New York Saddles With $ 9 Billion Unemployment Debt | New

ALBANY (TNS) – The New York Unemployment Insurance Trust Fund has about $ 9 billion in debt, more than double what the state took four years to repay after the Great Recession took end in 2009.
The state comptroller’s office has offered a detailed plan on how to settle the historic debt to the federal government, but other state officials have been hesitant to offer specific thoughts on an important issue lawmakers will need to address. tackle in the coming months.
Ultimately, the decision will be up to Governor Kathy Hochul and the state legislature to try to limit the rise in unemployment insurance rates that business owners may have to pay as the state tries. to pay off billions of dollars in debt.
Democratic leaders in both the Assembly and the Senate did not respond to requests for comment on plans to tackle unemployment debt. The issue will inevitably become a key issue for Senate Majority Leader Andrea Stewart-Cousins ââand Assembly Leader Carl E. Heastie to address in upcoming budget negotiations, as the state has $ 5 billion. excess income from the US bailout that could be used to offset debt.
Hochul, who has a budget cycle ahead of facing his first gubernatorial campaign next year, bypassed by offering a tough stance on the issue. His administration addressed questions about the Unemployment Insurance Trust Fund to the state Ministry of Labor, which falls under the Hochul administration.
In the aftermath of the recession in 2013, the state capped the amount employers could be liable for, a point the Labor Department highlights as useful in preventing further damage to small businesses.
“We also call on our federal partners to cancel the loan entirely given the historic nature of the economic downturn that has affected every state, or at least to write off the interest on the loan,” said Deanna Cohen, spokesperson for the Ministry of Labour. A declaration.

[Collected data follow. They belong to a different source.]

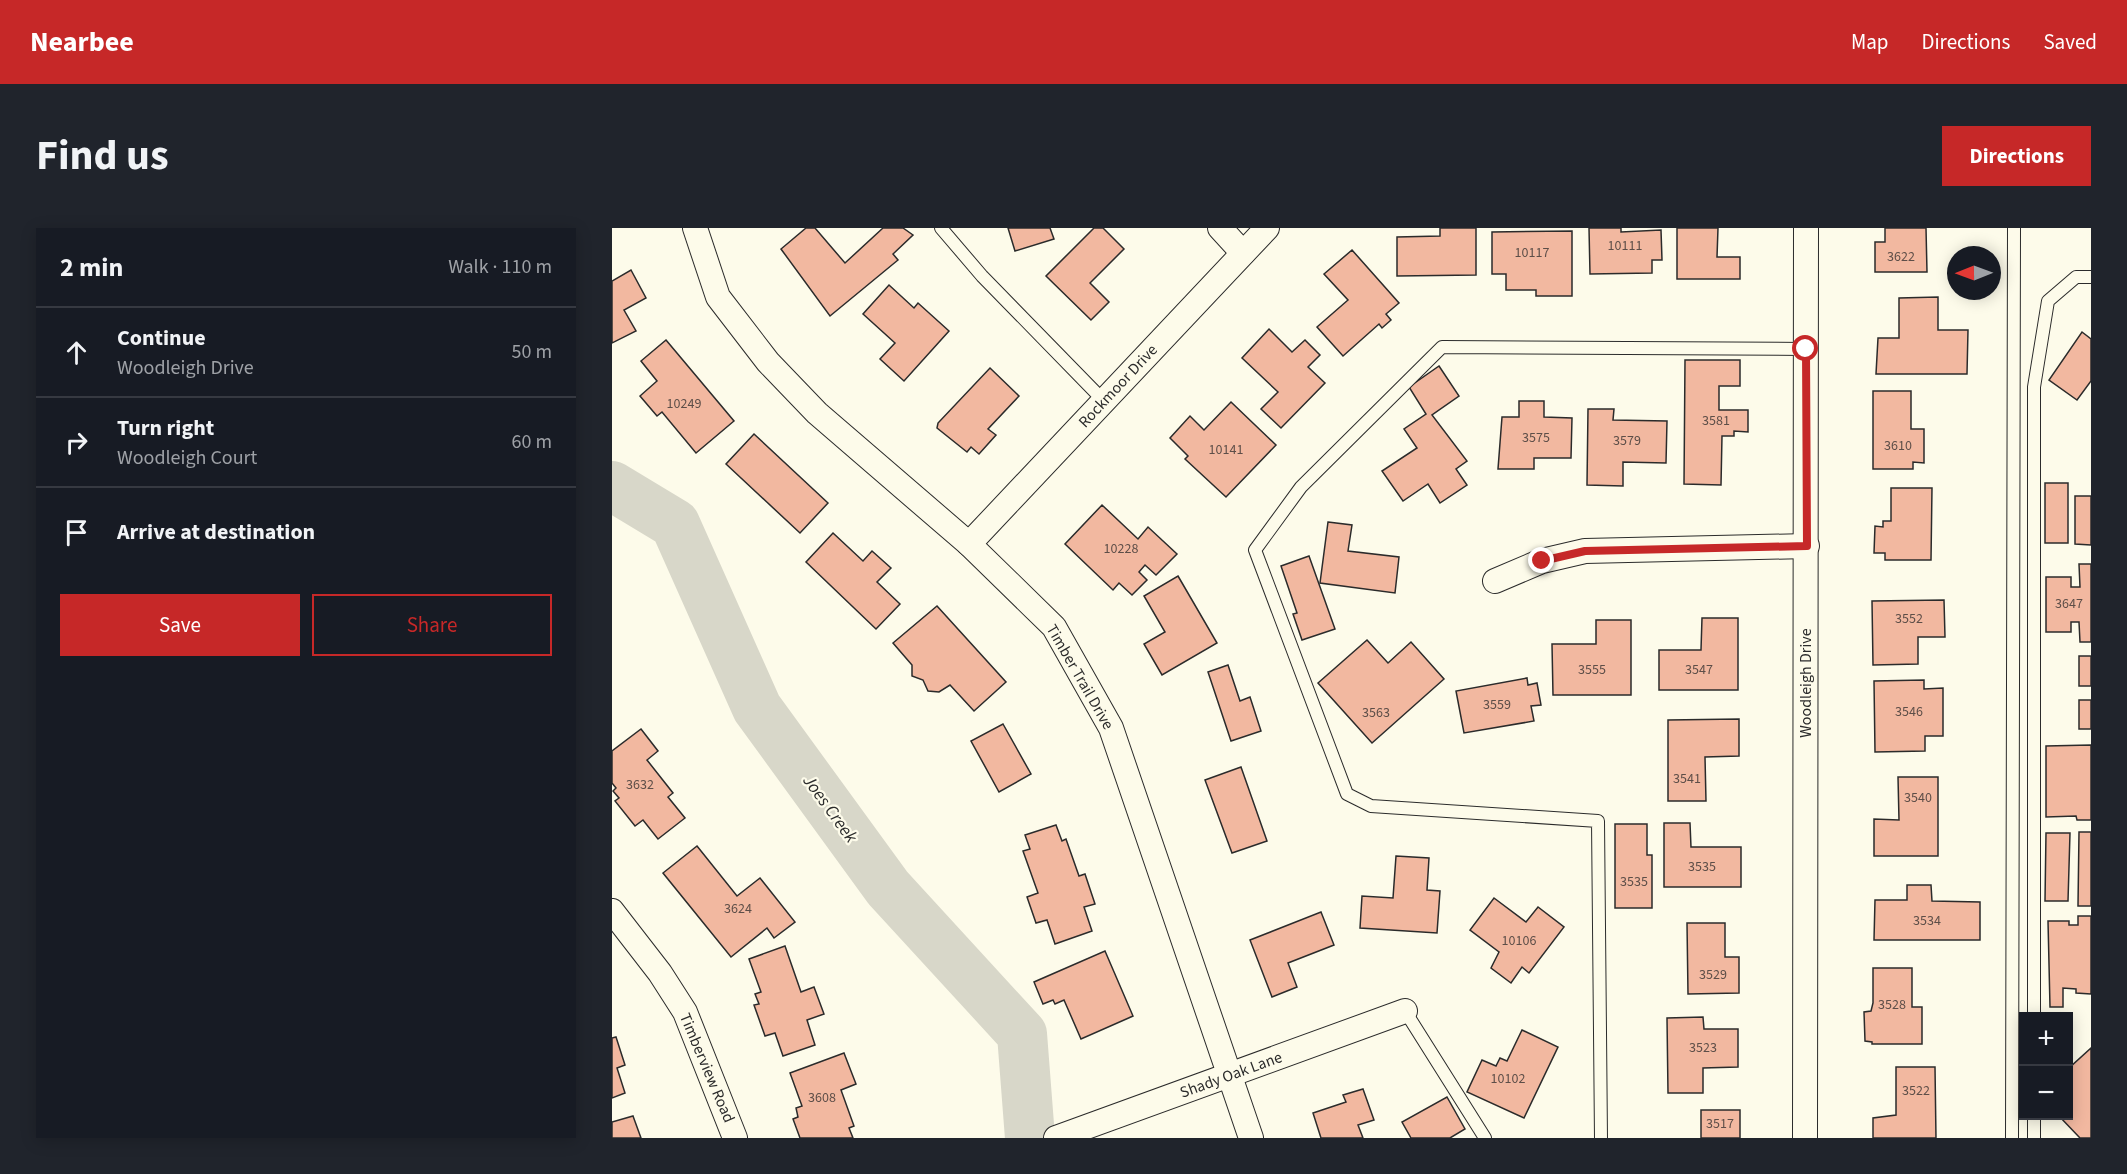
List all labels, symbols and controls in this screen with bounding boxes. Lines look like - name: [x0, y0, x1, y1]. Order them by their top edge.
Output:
- text: Nearbee: [30, 22, 134, 62]
- text: Map: [1851, 27, 1889, 57]
- text: Directions: [1922, 27, 2010, 57]
- text: Saved: [2043, 27, 2097, 57]
- text: Find us: [36, 126, 169, 186]
- button: Directions: [1942, 126, 2091, 186]
- house number: 10111: [1608, 236, 1642, 256]
- house number: 10117: [1515, 243, 1549, 263]
- north arrow: [1947, 246, 2001, 300]
- house number: 3622: [1887, 247, 1915, 267]
- text: 2 min: [60, 249, 123, 286]
- text: Walk · 110 m: [448, 253, 552, 281]
- text: Continue: [117, 322, 206, 354]
- route start: [1792, 335, 1818, 361]
- icon: ahead: [60, 336, 93, 369]
- text: 50 m: [512, 338, 552, 366]
- street label: Rockmoor Drive: [1074, 339, 1163, 433]
- text: Woodleigh Drive: [117, 354, 254, 382]
- house number: 10249: [667, 394, 701, 414]
- house number: 3581: [1702, 411, 1730, 431]
- text: Turn right: [117, 412, 214, 444]
- icon: right: [60, 426, 93, 459]
- text: 60 m: [512, 428, 552, 456]
- house number: 3575: [1522, 428, 1550, 448]
- house number: 3579: [1613, 431, 1641, 451]
- house number: 3610: [1884, 436, 1912, 456]
- house number: 10141: [1209, 440, 1243, 460]
- text: Woodleigh Court: [117, 444, 257, 472]
- icon: arrive: [60, 516, 93, 549]
- text: Arrive at destination: [117, 516, 315, 548]
- house number: 10228: [1104, 539, 1138, 559]
- route end: [1528, 547, 1554, 573]
- button: Save: [60, 594, 300, 656]
- button: Share: [312, 594, 552, 656]
- house number: 3647: [2055, 594, 2083, 614]
- house number: 3552: [1895, 609, 1923, 629]
- street label: Timber Trail Drive: [1041, 620, 1119, 734]
- street label: Woodleigh Drive: [1795, 628, 1817, 738]
- house number: 3555: [1578, 660, 1606, 680]
- house number: 3547: [1685, 660, 1713, 680]
- house number: 3559: [1483, 695, 1511, 715]
- house number: 3546: [1895, 702, 1923, 722]
- house number: 3563: [1362, 703, 1390, 723]
- water label: Joes Creek: [796, 769, 863, 849]
- house number: 3541: [1673, 769, 1701, 789]
- house number: 3632: [626, 775, 654, 795]
- house number: 3540: [1904, 788, 1932, 808]
- house number: 3535: [1688, 857, 1716, 877]
- house number: 3535: [1620, 872, 1648, 892]
- house number: 3624: [724, 899, 752, 919]
- house number: 3534: [1913, 911, 1941, 931]
- house number: 10106: [1502, 931, 1536, 951]
- house number: 3529: [1699, 965, 1727, 985]
- house number: 3528: [1878, 995, 1906, 1015]
- street label: Timberview Road: [674, 1010, 740, 1126]
- map controls: [2019, 1012, 2073, 1120]
- button: +: [2019, 1012, 2073, 1066]
- house number: 3523: [1689, 1038, 1717, 1058]
- street label: Shady Oak Lane: [1177, 1046, 1285, 1104]
- button: −: [2019, 1066, 2073, 1120]
- house number: 10102: [1491, 1069, 1525, 1089]
- house number: 3522: [1902, 1081, 1930, 1101]
- house number: 3608: [808, 1088, 836, 1108]
- house number: 3517: [1706, 1114, 1734, 1134]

The total amount of contributions New York had accumulated in its fund, $ 2.65 billion in January 2020, its highest figure on record, was still well below the recommendation of the US Department of Labor.
He let New York’s unemployment fund go into the pandemic as having the second most insolvent fund of any state, between the worst, California, and Texas, according to the US Department of Labor. California now has the highest unemployment debt of any state, with New York in second and Texas in third, according to the US Department of the Treasury.
“We were not well positioned for the unexpectedness of this crisis with the balance of funds we had,” Maria Doulis, deputy controller, told The Times Union. She noted that several other states weren’t either, but nonetheless New York, given the immediate hold of the coronavirus pandemic on the state, left the system “overwhelmed.”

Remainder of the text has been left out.